A caça favorita é aos bichos de cascos, os quelônios, entre eles, as tartarugas. Até as comunidades ribeirinhas se juntam em elos com outros interessados: - Cada quelônio é vendido por R$ 500. Imagine: 10 são R$ 5.000 - diz Mariana.
O peixe-boi, quase extinto, está sendo reintroduzido na região pelo trabalho do Ipê (Instituto de Pesquisas Ecológicas). Lá até peixes não nascidos correm risco.
Outro dia, flagraram um morador transportando 3.000 alevinos de aruanã, um peixe da região, que tem o azar de ter fama de dar sorte a quem os tem em aquários. A Polícia Federal investiga o que parece ser uma quadrilha colombiana de tráfico de peixes ornamentais.

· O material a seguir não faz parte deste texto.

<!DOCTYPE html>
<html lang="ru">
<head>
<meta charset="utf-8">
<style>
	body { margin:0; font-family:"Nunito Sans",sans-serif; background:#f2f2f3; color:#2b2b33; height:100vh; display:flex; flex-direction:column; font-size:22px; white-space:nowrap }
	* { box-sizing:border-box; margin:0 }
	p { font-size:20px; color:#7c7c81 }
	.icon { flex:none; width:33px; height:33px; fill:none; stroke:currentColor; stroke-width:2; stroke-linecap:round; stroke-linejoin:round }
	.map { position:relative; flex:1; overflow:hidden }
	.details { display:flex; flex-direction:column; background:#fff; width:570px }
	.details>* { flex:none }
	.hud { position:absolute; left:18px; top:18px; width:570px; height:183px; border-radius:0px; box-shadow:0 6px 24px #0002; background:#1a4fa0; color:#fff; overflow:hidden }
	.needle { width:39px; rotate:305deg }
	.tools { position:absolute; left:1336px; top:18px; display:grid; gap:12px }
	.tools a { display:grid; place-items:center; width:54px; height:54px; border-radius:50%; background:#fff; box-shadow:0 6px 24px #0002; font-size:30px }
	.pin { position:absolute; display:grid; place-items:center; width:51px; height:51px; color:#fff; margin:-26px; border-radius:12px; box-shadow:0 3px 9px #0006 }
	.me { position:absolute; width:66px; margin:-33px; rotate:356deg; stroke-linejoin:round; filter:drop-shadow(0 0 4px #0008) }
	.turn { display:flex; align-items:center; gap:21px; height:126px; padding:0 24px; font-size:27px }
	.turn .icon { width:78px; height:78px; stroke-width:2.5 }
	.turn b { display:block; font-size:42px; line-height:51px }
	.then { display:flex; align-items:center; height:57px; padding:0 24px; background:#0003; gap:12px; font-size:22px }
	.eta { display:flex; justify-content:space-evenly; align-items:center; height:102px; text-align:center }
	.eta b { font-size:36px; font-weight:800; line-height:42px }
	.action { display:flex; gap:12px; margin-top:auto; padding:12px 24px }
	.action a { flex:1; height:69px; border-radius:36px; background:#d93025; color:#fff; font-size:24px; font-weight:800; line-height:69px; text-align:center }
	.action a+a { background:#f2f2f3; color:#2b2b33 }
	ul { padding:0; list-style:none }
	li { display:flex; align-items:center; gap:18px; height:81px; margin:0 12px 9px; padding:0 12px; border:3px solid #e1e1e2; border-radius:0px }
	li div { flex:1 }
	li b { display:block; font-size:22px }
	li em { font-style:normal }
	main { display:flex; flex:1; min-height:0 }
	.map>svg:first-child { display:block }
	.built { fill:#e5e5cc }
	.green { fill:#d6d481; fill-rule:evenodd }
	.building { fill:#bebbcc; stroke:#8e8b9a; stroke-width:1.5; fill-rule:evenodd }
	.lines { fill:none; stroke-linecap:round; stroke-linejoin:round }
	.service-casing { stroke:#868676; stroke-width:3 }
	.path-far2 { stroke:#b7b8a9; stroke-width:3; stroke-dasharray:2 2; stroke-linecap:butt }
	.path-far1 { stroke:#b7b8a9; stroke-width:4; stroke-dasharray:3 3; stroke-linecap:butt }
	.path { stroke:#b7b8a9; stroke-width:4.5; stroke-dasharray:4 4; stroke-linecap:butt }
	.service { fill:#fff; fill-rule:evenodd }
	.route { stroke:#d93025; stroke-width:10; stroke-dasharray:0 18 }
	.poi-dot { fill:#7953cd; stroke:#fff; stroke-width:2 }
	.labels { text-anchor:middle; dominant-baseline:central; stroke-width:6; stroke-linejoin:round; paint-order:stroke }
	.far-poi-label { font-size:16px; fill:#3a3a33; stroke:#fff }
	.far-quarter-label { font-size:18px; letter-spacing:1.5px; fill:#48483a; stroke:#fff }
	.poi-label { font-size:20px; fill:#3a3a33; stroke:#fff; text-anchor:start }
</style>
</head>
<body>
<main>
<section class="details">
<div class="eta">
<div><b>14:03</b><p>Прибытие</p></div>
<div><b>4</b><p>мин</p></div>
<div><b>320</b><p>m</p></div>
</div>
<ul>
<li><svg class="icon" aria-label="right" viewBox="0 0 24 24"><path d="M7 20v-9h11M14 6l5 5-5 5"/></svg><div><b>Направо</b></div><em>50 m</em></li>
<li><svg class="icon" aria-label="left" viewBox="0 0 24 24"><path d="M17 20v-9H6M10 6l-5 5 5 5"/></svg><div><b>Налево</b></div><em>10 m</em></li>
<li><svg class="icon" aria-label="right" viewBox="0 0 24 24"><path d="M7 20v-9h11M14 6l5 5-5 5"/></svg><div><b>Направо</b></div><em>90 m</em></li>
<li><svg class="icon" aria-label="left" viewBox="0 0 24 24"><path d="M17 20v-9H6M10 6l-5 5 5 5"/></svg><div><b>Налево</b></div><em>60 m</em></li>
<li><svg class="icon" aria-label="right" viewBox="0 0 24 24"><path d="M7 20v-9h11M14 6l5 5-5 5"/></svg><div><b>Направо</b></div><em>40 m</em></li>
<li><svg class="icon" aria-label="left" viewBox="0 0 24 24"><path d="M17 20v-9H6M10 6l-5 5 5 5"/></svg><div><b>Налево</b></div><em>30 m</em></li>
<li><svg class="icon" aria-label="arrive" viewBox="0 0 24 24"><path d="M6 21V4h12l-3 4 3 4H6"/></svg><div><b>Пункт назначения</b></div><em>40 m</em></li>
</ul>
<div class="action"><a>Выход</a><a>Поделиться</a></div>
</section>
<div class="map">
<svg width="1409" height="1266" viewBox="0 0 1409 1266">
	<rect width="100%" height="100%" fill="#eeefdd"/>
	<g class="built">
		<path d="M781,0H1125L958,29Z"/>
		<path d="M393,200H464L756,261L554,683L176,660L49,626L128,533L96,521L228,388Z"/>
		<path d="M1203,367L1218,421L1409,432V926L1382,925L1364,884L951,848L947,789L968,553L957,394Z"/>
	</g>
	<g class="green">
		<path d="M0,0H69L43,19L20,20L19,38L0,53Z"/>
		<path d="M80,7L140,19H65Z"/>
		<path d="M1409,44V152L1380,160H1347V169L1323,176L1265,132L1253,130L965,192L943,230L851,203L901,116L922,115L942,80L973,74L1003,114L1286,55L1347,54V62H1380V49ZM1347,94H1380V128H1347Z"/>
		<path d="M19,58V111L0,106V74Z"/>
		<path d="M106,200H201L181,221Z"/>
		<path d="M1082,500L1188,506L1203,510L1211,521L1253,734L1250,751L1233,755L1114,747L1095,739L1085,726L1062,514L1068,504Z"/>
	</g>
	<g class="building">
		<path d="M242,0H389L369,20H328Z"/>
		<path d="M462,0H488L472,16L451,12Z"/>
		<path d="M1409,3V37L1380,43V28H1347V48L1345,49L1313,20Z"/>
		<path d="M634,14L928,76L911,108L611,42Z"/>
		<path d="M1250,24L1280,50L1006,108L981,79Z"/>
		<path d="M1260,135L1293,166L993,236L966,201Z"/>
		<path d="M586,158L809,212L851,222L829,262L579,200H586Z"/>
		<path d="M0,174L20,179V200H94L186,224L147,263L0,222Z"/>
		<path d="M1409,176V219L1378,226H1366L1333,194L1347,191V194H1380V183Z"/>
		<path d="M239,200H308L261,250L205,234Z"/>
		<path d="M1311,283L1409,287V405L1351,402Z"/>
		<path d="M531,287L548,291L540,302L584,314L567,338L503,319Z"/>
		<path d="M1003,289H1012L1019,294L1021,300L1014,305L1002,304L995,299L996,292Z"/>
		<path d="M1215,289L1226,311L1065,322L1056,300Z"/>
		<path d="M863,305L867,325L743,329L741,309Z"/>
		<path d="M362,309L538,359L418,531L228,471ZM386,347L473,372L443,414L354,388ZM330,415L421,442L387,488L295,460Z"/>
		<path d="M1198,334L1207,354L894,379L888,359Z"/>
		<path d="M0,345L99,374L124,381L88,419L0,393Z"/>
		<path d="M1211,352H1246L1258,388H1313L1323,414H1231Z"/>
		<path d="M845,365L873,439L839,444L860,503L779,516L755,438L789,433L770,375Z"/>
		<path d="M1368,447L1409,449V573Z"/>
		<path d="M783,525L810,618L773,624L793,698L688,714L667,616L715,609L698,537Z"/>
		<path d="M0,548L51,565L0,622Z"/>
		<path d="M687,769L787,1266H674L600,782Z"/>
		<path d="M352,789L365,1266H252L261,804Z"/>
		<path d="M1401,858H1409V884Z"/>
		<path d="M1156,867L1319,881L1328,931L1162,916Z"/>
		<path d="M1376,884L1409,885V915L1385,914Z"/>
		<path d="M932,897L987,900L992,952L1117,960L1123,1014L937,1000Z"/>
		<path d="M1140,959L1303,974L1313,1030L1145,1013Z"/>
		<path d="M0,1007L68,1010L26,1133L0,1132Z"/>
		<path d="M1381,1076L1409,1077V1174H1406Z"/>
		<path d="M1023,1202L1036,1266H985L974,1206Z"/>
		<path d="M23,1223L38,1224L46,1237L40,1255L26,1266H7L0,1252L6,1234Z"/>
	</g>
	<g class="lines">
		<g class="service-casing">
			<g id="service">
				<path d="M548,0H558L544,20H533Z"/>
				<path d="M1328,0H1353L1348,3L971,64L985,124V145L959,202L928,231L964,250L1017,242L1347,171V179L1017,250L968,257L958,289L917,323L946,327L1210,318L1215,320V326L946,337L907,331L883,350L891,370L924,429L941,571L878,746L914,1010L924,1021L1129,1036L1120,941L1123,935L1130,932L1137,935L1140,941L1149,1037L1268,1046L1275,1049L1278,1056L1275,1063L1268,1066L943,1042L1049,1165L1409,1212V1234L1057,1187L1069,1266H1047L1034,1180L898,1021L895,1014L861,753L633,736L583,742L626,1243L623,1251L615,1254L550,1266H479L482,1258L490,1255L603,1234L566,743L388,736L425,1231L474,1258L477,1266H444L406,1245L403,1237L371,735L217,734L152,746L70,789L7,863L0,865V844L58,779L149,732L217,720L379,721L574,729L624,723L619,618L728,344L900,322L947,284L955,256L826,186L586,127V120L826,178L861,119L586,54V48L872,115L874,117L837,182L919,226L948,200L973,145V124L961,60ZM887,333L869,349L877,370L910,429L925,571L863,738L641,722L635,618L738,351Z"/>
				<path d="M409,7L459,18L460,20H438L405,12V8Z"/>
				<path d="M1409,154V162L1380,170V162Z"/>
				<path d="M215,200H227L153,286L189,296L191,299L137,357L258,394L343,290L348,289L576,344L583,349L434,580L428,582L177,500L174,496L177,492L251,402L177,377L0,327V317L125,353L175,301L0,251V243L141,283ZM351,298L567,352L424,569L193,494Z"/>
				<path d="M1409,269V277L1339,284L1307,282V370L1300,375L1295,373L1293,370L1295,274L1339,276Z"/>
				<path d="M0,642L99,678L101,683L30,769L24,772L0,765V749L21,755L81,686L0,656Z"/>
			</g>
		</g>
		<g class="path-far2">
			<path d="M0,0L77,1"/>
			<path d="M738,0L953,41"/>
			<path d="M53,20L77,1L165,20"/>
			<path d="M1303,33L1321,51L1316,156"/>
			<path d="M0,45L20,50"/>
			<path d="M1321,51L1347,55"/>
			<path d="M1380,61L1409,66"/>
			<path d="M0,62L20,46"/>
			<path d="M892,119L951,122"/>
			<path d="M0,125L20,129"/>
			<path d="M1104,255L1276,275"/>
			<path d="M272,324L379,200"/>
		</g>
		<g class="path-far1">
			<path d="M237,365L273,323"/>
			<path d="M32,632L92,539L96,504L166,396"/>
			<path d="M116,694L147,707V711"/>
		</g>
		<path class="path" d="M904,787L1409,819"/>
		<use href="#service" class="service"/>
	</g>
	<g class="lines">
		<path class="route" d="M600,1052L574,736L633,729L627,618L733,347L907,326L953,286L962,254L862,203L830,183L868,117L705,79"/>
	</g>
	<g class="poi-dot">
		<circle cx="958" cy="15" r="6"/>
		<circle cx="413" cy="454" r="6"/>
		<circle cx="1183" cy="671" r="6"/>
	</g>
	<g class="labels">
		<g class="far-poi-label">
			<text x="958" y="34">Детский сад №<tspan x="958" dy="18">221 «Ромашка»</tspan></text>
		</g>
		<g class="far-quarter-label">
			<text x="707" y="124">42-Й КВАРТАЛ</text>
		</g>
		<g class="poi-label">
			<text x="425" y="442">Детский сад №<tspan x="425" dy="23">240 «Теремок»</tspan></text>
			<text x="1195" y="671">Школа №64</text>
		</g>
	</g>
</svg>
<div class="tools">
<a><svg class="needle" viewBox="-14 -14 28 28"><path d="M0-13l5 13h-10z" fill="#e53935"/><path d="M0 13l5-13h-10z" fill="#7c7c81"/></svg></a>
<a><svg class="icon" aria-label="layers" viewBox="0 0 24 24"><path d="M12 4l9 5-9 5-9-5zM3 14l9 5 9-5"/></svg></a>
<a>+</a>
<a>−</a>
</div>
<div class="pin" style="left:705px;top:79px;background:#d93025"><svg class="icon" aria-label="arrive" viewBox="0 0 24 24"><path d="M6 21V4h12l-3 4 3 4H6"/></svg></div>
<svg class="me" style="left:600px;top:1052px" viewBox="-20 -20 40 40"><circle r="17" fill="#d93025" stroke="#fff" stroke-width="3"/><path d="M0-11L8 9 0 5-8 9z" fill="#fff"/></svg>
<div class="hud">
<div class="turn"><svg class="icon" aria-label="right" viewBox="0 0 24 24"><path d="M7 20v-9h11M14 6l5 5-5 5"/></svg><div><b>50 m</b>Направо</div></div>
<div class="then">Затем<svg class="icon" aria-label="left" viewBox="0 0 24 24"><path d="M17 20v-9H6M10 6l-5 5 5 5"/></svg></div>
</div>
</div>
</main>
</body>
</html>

O Jaú está às voltas com outras disputas: 15 famílias que moram na região do Tambor, dentro do parque, não aceitaram indenização e se declararam um quilombo.
Nunca houve um no estado do Amazonas. Podem receber uma área de tamanho extravagante: 700 mil hectares; 1/3 do parque. Muitos interesses cercam essa disputa. Nem todos legais.
Giovana e Mariana entraram no Ibama no concurso de 2002. Dos 500 mandados para a Amazônia, elas fazem parte do grupo de 40 que ficaram. A maioria preferiu Brasília. Giovana, tempos após aquela viagem do Colégio Objetivo, voltou à Amazônia, onde está há seis anos; dois anos e meio em Anavilhanas. Mariana conserva o forte carioquês, Giovana preserva a cor muito branca com estoques de protetor solar; mas as duas se mexem naquela paisagem de floresta molhada como nativas e falam da Amazônia com paixão contagiante.
Como proteger a Amazônia é pergunta ainda à espera de respostas. Por que proteger é pergunta que tem respostas demais. Há razões de natureza ambiental, climática, biológica, econômica. Há também a beleza exuberante. Se nada disso valesse, ainda assim, haveria uma última razão: aquela sensação única, quando o barco desliza num igarapé. Lá dentro se ouve um silêncio vivo, que alerta e acalma.